Что такого она знала о выживании, что так рассердилась на него? Он практически ничего о ней не знал, а вот она определенно была в курсе его личной жизни. Эта женщина оценила его и сочла ненормальным. Коула охватило любопытство.
Он протянул свой паспорт и посадочный талон.
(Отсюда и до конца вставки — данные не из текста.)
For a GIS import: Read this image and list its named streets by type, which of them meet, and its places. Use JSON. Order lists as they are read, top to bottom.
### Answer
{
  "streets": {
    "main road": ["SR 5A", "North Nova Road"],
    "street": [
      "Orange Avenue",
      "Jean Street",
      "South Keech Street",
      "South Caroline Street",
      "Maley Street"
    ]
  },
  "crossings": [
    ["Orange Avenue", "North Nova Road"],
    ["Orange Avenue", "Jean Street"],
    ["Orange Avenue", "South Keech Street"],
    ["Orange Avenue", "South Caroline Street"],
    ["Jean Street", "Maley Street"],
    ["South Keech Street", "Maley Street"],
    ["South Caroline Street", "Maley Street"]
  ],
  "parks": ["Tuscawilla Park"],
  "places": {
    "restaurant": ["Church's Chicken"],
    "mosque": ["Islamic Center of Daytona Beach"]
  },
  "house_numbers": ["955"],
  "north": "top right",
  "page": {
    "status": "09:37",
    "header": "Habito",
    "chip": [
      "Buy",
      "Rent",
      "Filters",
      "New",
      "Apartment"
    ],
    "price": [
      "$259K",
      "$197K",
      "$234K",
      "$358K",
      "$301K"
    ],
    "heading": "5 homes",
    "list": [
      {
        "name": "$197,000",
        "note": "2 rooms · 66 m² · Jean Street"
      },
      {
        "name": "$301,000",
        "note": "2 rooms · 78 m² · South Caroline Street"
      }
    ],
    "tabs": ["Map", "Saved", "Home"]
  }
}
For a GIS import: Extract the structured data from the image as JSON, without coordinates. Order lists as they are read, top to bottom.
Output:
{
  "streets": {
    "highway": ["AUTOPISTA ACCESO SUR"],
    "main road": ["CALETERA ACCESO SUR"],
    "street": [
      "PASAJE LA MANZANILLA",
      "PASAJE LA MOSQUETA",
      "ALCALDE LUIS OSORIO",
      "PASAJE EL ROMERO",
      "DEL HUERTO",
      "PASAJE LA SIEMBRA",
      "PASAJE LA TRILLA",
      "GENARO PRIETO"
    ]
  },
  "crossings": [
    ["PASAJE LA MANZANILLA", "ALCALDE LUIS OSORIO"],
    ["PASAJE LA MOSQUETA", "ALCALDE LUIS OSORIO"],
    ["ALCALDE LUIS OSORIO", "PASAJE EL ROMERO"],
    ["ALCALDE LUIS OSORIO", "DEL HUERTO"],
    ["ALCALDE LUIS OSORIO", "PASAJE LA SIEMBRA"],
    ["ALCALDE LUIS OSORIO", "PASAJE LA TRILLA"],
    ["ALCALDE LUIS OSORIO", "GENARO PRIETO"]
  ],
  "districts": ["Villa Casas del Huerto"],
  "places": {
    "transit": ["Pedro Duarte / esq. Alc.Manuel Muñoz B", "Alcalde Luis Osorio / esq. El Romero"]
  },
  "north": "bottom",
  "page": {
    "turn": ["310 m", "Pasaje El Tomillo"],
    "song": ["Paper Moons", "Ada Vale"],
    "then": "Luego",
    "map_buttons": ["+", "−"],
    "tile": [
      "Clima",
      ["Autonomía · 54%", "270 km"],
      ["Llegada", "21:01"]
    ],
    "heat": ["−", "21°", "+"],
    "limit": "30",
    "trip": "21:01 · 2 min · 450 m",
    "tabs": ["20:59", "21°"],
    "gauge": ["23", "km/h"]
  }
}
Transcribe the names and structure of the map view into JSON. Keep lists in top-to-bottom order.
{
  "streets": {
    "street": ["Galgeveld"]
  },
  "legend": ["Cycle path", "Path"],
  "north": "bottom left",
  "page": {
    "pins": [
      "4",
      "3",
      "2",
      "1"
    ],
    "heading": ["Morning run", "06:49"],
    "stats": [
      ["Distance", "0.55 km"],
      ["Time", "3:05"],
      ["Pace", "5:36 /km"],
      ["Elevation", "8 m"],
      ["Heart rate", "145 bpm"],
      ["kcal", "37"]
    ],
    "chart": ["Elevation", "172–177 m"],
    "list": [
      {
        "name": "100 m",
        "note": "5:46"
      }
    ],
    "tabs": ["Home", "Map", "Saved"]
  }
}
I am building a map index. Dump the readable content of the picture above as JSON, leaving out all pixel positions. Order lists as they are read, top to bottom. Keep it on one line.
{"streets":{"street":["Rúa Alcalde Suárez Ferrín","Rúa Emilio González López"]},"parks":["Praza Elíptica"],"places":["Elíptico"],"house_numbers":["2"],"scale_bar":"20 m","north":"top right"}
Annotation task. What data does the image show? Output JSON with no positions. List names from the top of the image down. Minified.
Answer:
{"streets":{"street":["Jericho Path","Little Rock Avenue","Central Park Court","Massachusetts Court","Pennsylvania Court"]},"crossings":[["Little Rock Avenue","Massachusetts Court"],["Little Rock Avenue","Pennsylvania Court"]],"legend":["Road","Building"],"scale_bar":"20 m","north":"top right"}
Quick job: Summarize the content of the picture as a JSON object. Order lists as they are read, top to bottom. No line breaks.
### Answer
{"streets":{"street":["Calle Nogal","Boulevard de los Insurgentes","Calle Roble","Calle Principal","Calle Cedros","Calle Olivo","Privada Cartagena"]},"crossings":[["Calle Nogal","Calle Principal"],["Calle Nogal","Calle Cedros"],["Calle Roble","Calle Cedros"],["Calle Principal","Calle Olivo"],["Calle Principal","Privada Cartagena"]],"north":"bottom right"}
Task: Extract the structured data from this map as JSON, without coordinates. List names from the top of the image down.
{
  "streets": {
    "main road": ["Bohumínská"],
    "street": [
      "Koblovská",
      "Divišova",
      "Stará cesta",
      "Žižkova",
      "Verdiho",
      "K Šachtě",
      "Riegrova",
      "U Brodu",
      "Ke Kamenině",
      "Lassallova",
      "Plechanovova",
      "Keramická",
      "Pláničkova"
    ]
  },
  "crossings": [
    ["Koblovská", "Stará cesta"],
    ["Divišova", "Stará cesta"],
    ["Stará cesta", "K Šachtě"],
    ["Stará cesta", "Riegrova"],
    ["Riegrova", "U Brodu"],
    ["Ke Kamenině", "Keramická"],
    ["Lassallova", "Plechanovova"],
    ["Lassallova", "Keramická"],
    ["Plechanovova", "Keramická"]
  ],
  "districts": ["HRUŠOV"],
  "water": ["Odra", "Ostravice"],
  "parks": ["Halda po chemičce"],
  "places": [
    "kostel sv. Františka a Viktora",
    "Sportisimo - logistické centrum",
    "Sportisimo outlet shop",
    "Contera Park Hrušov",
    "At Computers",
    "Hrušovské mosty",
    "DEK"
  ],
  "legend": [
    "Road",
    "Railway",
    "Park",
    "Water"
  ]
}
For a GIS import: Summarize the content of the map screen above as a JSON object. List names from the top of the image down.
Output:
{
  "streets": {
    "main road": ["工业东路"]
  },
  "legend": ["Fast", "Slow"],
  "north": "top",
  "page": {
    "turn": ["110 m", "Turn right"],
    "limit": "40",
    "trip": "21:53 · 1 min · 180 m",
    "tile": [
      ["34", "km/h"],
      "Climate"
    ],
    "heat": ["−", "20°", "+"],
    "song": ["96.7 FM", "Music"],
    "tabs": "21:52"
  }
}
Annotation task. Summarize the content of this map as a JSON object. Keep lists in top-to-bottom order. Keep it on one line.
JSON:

Женщина с загадочным прошлым? Оказывающая ненужное влияние на его упрямца-отца, мужчину, поставившего на пьедестал свою погибшую жену в ущерб всей остальной семье? Маловероятно.
Как маловероятно было и то, что Коул возвращается домой после всех этих лет.
* * *Ранчо Броукен-Бар.
Пятница. Рассвет.
Ночью температура опустилась ниже нуля. Внизу, рядом с причалом, сверкали бриллиантами инея красные ягоды шиповника и сухие листья. Солнце еще не появилось из-за гор, туман призрачными завитками поднимался от гладкого, как зеркало, озера. На мелководье, не тревожа спокойную поверхность, шныряли форели.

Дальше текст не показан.